Keeping and eye on the long game: Part XIV

This is the right call.
The Pentagon has directed the Navy to assume a ``greater presence'' in the western Pacific by adding at least one aircraft carrier and five nuclear submarines over the next decade, according to a draft of the Pentagon's review of strategy and forces.

The increase will put half the Navy's aircraft carriers and 60 percent of its submarine fleet in the Pacific and is largely driven by the Pentagon's concern over China's increased military might, according to a congressional defense analyst.
....and we need to build non-billion dollar ships with range (not DDX - not LCS). The Pacific is a huge body of water that will laugh at a ship named after a buzz word.
China announced last March that its military spending in 2005 would grow by 13 percent. That followed increases of 11.6 percent in 2004, 9.6 percent in 2003 and 17.6 percent in 2002.
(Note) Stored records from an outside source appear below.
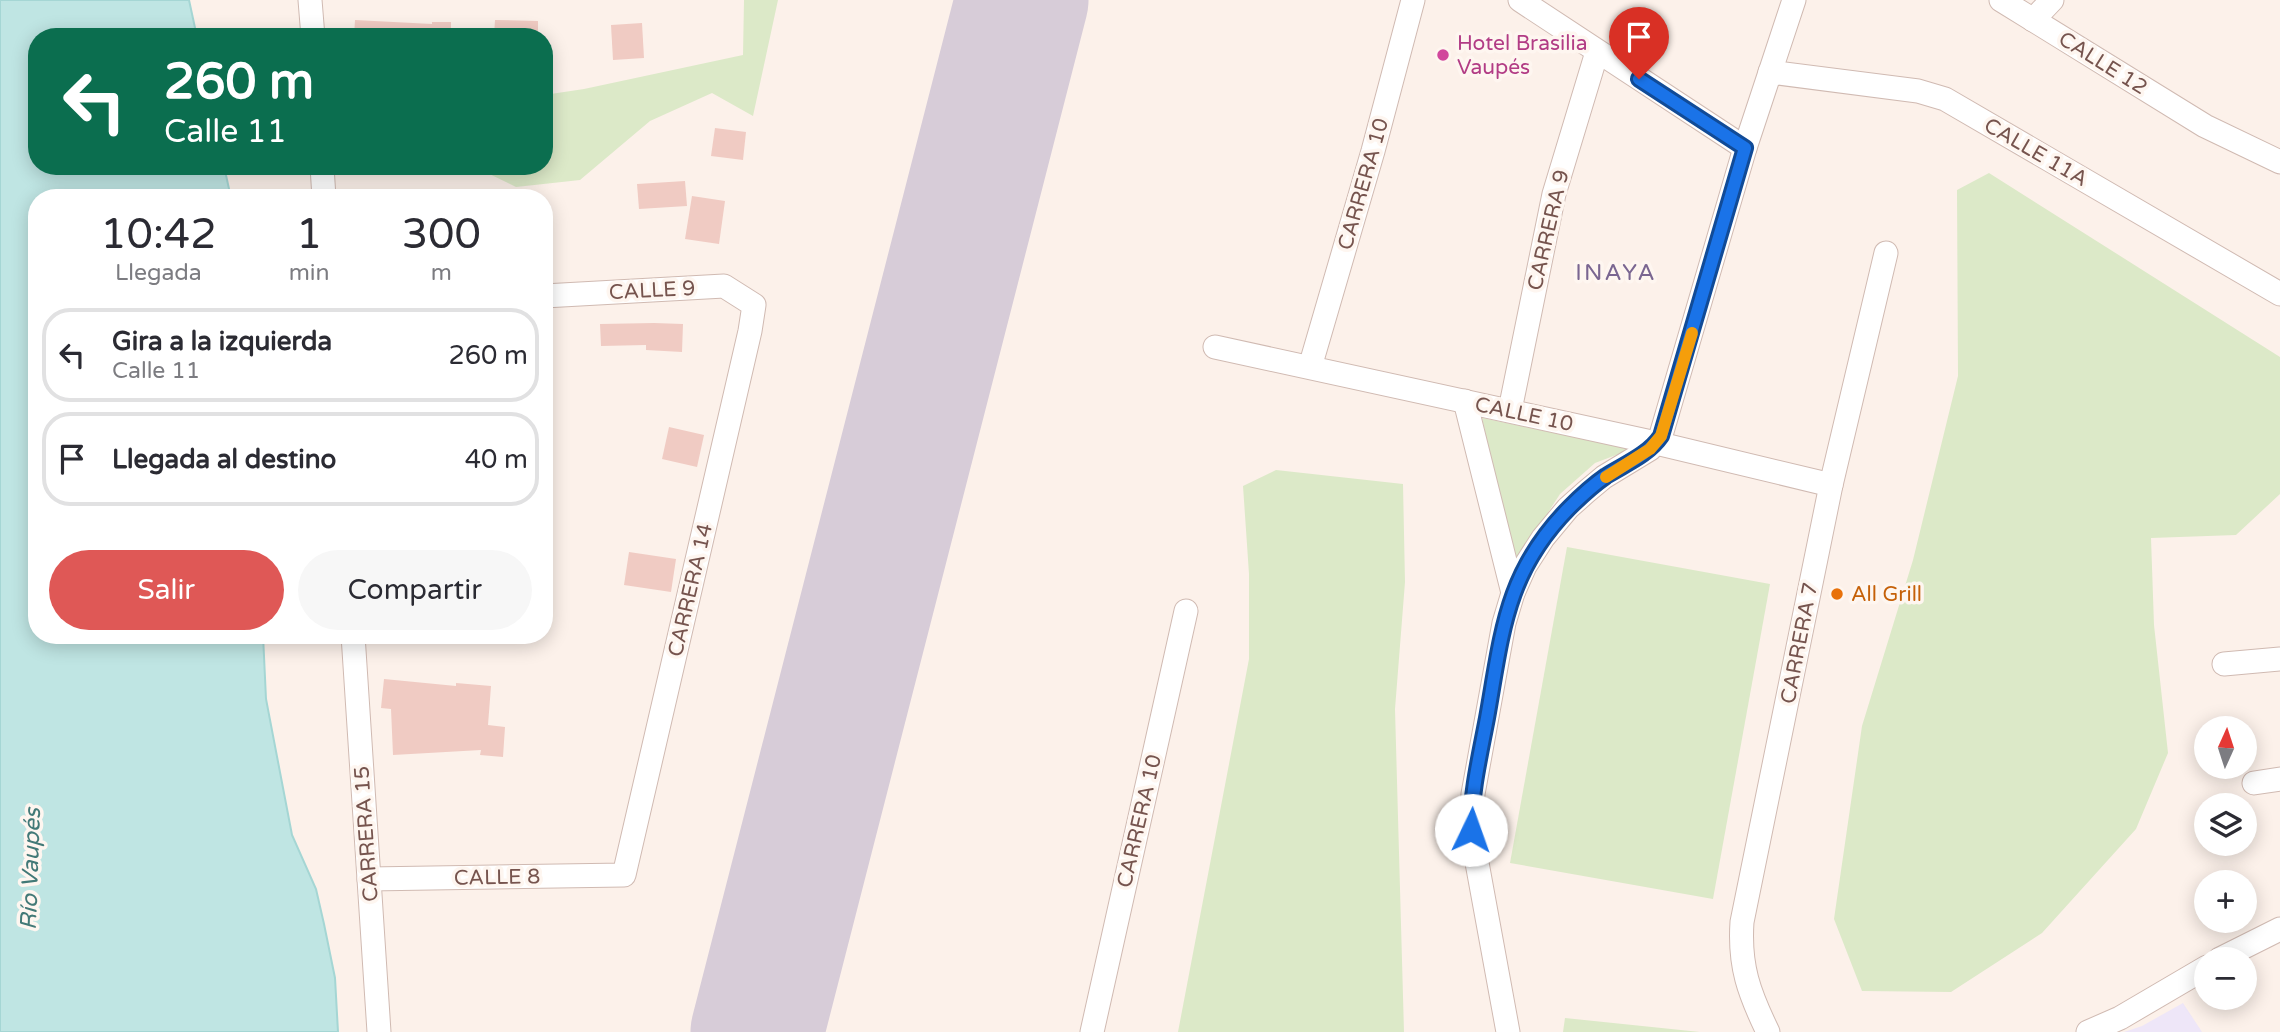 <!DOCTYPE html>
<html lang="es">
<head>
<meta charset="utf-8">
<style>
	body { margin:0; font-family:"Varela Round",sans-serif; background:#f7f7f7; color:#2b2b33; height:100vh; display:flex; flex-direction:column; font-size:26px; white-space:nowrap }
	* { box-sizing:border-box; margin:0 }
	p { font-size:23px; color:#7c7c81 }
	.icon { flex:none; width:38px; height:38px; fill:none; stroke:currentColor; stroke-width:2; stroke-linecap:round; stroke-linejoin:round }
	.map { position:relative; flex:1; overflow:hidden }
	.panel { position:absolute; left:28px; top:189px; width:525px; height:455px; display:flex; flex-direction:column; background:#fff; border-radius:28px; box-shadow:0 4px 18px #0003 }
	.panel>* { flex:none }
	.guide { position:absolute; left:28px; top:28px; width:525px; height:147px; border-radius:28px; box-shadow:0 4px 18px #0003; background:#0b6e4f; color:#fff; overflow:hidden }
	.needle { width:46px; rotate:3deg }
	.tools { position:absolute; left:2194px; top:716px; display:grid; gap:14px }
	.tools a { display:grid; place-items:center; width:63px; height:63px; border-radius:50%; background:#fff; box-shadow:0 4px 18px #0003; font-size:35px }
	.pin { position:absolute; display:grid; place-items:center; width:60px; height:60px; color:#fff; margin:-72px -30px; border-radius:50% 50% 50% 0; rotate:-45deg; box-shadow:0 0 7px #0007 }
	.pin .icon { rotate:45deg }
	.me { position:absolute; width:77px; margin:-38px; rotate:3deg; stroke-linejoin:round; filter:drop-shadow(0 0 5px #0008) }
	.turn { display:flex; align-items:center; gap:24px; height:147px; padding:0 21px; font-size:32px }
	.turn .icon { width:91px; height:91px; stroke-width:2.5 }
	.turn b { display:block; font-size:49px; line-height:60px }
	.eta { display:flex; justify-content:space-evenly; align-items:center; height:119px; text-align:center }
	.eta b { font-size:42px; font-weight:600; line-height:49px }
	.primary-button { display:flex; gap:14px; margin-top:auto; padding:14px 21px }
	.primary-button a { flex:1; height:80px; border-radius:42px; background:#df5856; color:#fff; font-size:28px; font-weight:600; line-height:80px; text-align:center }
	.primary-button a+a { background:#f7f7f7; color:#2b2b33 }
	ul { padding:0; list-style:none }
	li { display:flex; align-items:center; gap:21px; height:94px; margin:0 14px 10px; padding:0 7px; border:4px solid #e1e1e2; border-radius:28px }
	li div { flex:1 }
	li b { display:block; font-size:26px }
	li em { font-style:normal }
	.map>svg:first-child { display:block }
	.education { fill:#eee6f8 }
	.green { fill:#dce9c8 }
	.water { fill:#bfe5e3; stroke:#a5d6d4; stroke-width:2 }
	.lines { fill:none; stroke-linecap:round; stroke-linejoin:round }
	.runway { stroke:#d7ccd8; stroke-width:133 }
	.building { fill:#f0cbc3 }
	.minor-casing { stroke:#d0bab2; stroke-width:25 }
	.minor { stroke:#fff; stroke-width:23 }
	.route-casing { stroke:#114b97; stroke-width:18 }
	.route { stroke:#1a73e8; stroke-width:12 }
	.slow { stroke:#f59e0b; stroke-width:12 }
	.hotel-dot { fill:#d1479c; stroke:#fef6f0; stroke-width:2.5 }
	.food-dot { fill:#e8710a; stroke:#fef6f0; stroke-width:2.5 }
	.labels { text-anchor:middle; stroke-width:7; stroke-linejoin:round; paint-order:stroke }
	.hotel-label { font-size:21px; fill:#b23c85; stroke:#fef6f0; text-anchor:start }
	.street-label { font-size:21px; fill:#76544e; stroke:#fef6f0 }
	.food-label { font-size:21px; fill:#c56008; stroke:#fef6f0; text-anchor:start }
	.neighbourhood-label { font-size:23px; letter-spacing:2px; fill:#7a6691; stroke:#fef6f0 }
	.water-label { font-size:23px; font-style:italic; fill:#427977; stroke:#fef6f0 }
</style>
</head>
<body>
<div class="map">
<svg width="2280" height="1032" viewBox="0 0 2280 1032">
	<rect width="100%" height="100%" fill="#fcf1ea"/>
	<path class="education" d="M 2183,1003 L 2202,1032 L 2124,1032 L 2142,1026 Z"/>
	<g class="green">
		<path d="M 744,0 L 778,0 L 753,116 L 712,93 L 650,121 L 580,180 L 516,187 L 473,166 L 544,166 L 544,95 L 584,89 L 743,55 Z"/>
		<path d="M 1989,173 L 2280,357 L 2280,494 L 2236,535 L 2151,538 L 2154,625 L 2168,753 L 2136,829 L 2042,933 L 1951,992 L 1862,991 L 1834,919 L 1862,726 L 1913,560 L 1958,376 L 1957,190 Z"/>
		<path d="M 1482,418 L 1632,449 L 1595,463 L 1560,494 L 1515,564 Z"/>
		<path d="M 1276,470 L 1403,484 L 1405,582 L 1395,709 L 1404,1032 L 1178,1032 L 1249,659 L 1249,574 L 1243,486 Z"/>
		<path d="M 1567,547 L 1770,584 L 1713,899 L 1510,863 Z"/>
		<path d="M 1565,1018 L 1700,1032 L 1563,1032 Z"/>
	</g>
	<path class="water" d="M 0,0 L 189,0 L 197,37 L 37,37 L 37,166 L 224,166 L 231,198 L 37,198 L 37,635 L 263,635 L 266,699 L 292,835 L 316,889 L 324,924 L 335,978 L 338,1032 L 0,1032 Z"/>
	<g class="lines">
		<path class="runway" d="M 757,1032 L 1022,0"/>
	</g>
	<g class="building">
		<path d="M 355,20 L 432,24 L 432,22 L 451,22 L 451,37 L 354,37 Z"/>
		<path d="M 495,20 L 538,21 L 538,37 L 494,37 Z"/>
		<path d="M 642,23 L 644,58 L 613,60 L 611,25 Z"/>
		<path d="M 715,128 L 746,132 L 743,160 L 711,156 Z"/>
		<path d="M 685,181 L 687,206 L 639,209 L 637,184 Z"/>
		<path d="M 692,196 L 725,201 L 719,244 L 685,239 Z"/>
		<path d="M 654,323 L 683,324 L 682,352 L 646,350 L 646,345 L 601,346 L 600,324 Z"/>
		<path d="M 669,427 L 704,435 L 697,467 L 662,459 Z"/>
		<path d="M 629,552 L 676,559 L 671,592 L 624,585 Z"/>
		<path d="M 384,679 L 456,686 L 456,683 L 491,686 L 488,725 L 505,727 L 503,757 L 480,755 L 481,750 L 393,755 L 391,709 L 381,708 Z"/>
	</g>
	<g class="lines">
		<g class="minor-casing">
			<g id="minor">
				<path d="M 310,0 L 313,37"/>
				<path d="M 1520,0 L 1745,148"/>
				<path d="M 2001,0 L 2205,126 L 2280,162"/>
				<path d="M 2033,20 L 2052,0"/>
				<path d="M 1770,72 L 1918,91 L 1945,99 L 2280,294"/>
				<path d="M 322,166 L 324,198"/>
				<path d="M 1215,347 L 1656,443 L 1831,485"/>
				<path d="M 1310,367 L 1373,151 L 1413,0"/>
				<path d="M 1465,401 L 1513,593"/>
				<path d="M 1510,410 L 1554,194 L 1597,52"/>
				<path d="M 353,635 L 379,1032"/>
				<path d="M 2224,664 L 2280,659"/>
				<path d="M 2254,783 L 2280,779"/>
				<path d="M 369,879 L 624,875 L 750,331 L 754,305 L 724,286 L 544,296"/>
				<path d="M 2220,959 L 2280,929"/>
				<path d="M 1092,1032 L 1186,611"/>
				<path d="M 1508,1032 L 1471,830 L 1473,794 L 1504,623 L 1513,593 L 1525,566 L 1543,538 L 1568,508 L 1586,492 L 1604,477 L 1650,449 L 1661,435 L 1745,148 L 1794,0"/>
				<path d="M 1768,1032 C 1749,993 1739,966 1742,922 L 1831,485 L 1886,253"/>
				<path d="M 2088,1032 L 2120,1018 L 2207,967"/>
			</g>
		</g>
		<use href="#minor" class="minor"/>
	</g>
	<g class="lines">
		<g class="route-casing">
			<path id="route" d="M 1471,830 C 1471,792 1480,755 1487,718 C 1502,634 1505,573 1569,508 C 1580,497 1593,485 1606,476 C 1625,464 1648,455 1661,436 L 1745,148 L 1639,79"/>
		</g>
		<use href="#route" class="route"/>
		<path class="slow" d="M 1606,477 L 1650,449 L 1661,436 L 1692,333"/>
	</g>
	<circle class="hotel-dot" cx="1443" cy="55" r="7"/>
	<circle class="food-dot" cx="1837" cy="594" r="7"/>
	<g class="labels">
		<g class="hotel-label">
			<text x="1457" y="50">Hotel Brasilia<tspan x="1457" dy="24">Vaupés</tspan></text>
		</g>
		<g class="street-label">
			<text transform="translate(2103 63) rotate(32)" y="7">CALLE 12</text>
			<text transform="translate(2036 152) rotate(30)" y="7">CALLE 11A</text>
			<text transform="translate(1363 184) rotate(-74)" y="7">CARRERA 10</text>
			<text transform="translate(1548 230) rotate(-77)" y="7">CARRERA 9</text>
			<text transform="translate(652 290) rotate(-3)" y="7">CALLE 9</text>
			<text transform="translate(1524 414) rotate(12)" y="7">CALLE 10</text>
			<text transform="translate(690 590) rotate(-77)" y="7">CARRERA 14</text>
			<text transform="translate(1799 643) rotate(-79)" y="7">CARRERA 7</text>
			<text transform="translate(1139 821) rotate(-77)" y="7">CARRERA 10</text>
			<text transform="translate(366 834) rotate(-94)" y="7">CARRERA 15</text>
			<text transform="translate(497 877) rotate(-1)" y="7">CALLE 8</text>
		</g>
		<g class="food-label">
			<text x="1851" y="601">All Grill</text>
		</g>
		<g class="neighbourhood-label">
			<text x="1616" y="280">INAYA</text>
		</g>
		<g class="water-label">
			<text transform="translate(30 869) rotate(-88)" y="8">Río Vaupés</text>
		</g>
	</g>
</svg>
<div class="tools">
<a><svg class="needle" viewBox="-14 -14 28 28"><path d="M0-13l5 13h-10z" fill="#e53935"/><path d="M0 13l5-13h-10z" fill="#7c7c81"/></svg></a>
<a><svg class="icon" aria-label="layers" viewBox="0 0 24 24"><path d="M12 4l9 5-9 5-9-5zM3 14l9 5 9-5"/></svg></a>
<a>+</a>
<a>−</a>
</div>
<div class="pin" style="left:1639px;top:79px;background:#d93025"><svg class="icon" aria-label="arrive" viewBox="0 0 24 24"><path d="M6 21V4h12l-3 4 3 4H6"/></svg></div>
<svg class="me" style="left:1471px;top:830px" viewBox="-20 -20 40 40"><circle r="19" fill="#fff"/><path d="M0-13L10 11 0 6-10 11z" fill="#1a73e8"/></svg>
<div class="guide">
<div class="turn"><svg class="icon" aria-label="left" viewBox="0 0 24 24"><path d="M17 20v-9H6M10 6l-5 5 5 5"/></svg><div><b>260 m</b>Calle 11</div></div>
</div>
<section class="panel">
<div class="eta">
<div><b>10:42</b><p>Llegada</p></div>
<div><b>1</b><p>min</p></div>
<div><b>300</b><p>m</p></div>
</div>
<ul>
<li><svg class="icon" aria-label="left" viewBox="0 0 24 24"><path d="M17 20v-9H6M10 6l-5 5 5 5"/></svg><div><b>Gira a la izquierda</b><p>Calle 11</p></div><em>260 m</em></li>
<li><svg class="icon" aria-label="arrive" viewBox="0 0 24 24"><path d="M6 21V4h12l-3 4 3 4H6"/></svg><div><b>Llegada al destino</b></div><em>40 m</em></li>
</ul>
<div class="primary-button"><a>Salir</a><a>Compartir</a></div>
</section>
</div>
</body>
</html>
China's military buildup is ``unprecedented'' and ``is proceeding quite rapidly,'' U.S. Pacific Command commander Admiral William Fallon told Congress at the time. It includes short- and intermediate-range missiles, submarines and Russian- made Su-30 fighters, Fallon said.
Who here misses Barber's Point?
``The fleet will have greater presence in the Pacific Ocean consistent with the global shift of trade and transport,'' says the final draft of the review now circulating on Capitol Hill.

``Accordingly, the Navy plans to adjust its force posture and basing to provide at least six operationally available and sustainable carriers and 60 percent of its submarines in the Pacific to support engagement, presence and deterrence,''
Good news for Bubblehead and his buddies.
As part of the increased presence, the review recommends that the Pentagon in 2012 increase production of the General Dynamics Corp.-Northrop Grumman Corp. Virginia-class attack submarine to two annually from the current rate of one a year.
Faster please.
In a section on emerging military powers, including Russia and India, the report says ``China has the greatest potential to compete militarily with the United States.'' The pace and scope of China's build-up already puts other regional military balances ``at risk,'' the draft says.

``China is likely to continue to make large investments in high-end military capabilities, emphasizing electronic and cyber-warfare, counter-space operations, ballistics and cruise missiles, next-generation torpedoes and advanced submarines,'' it says

These emerging capabilities, the vast distances of an Asian theater and basing challenges the U.S. would face in a potential conflict ``place a premium on forces capable of sustained operations at great distances into denied areas,'' according to the draft.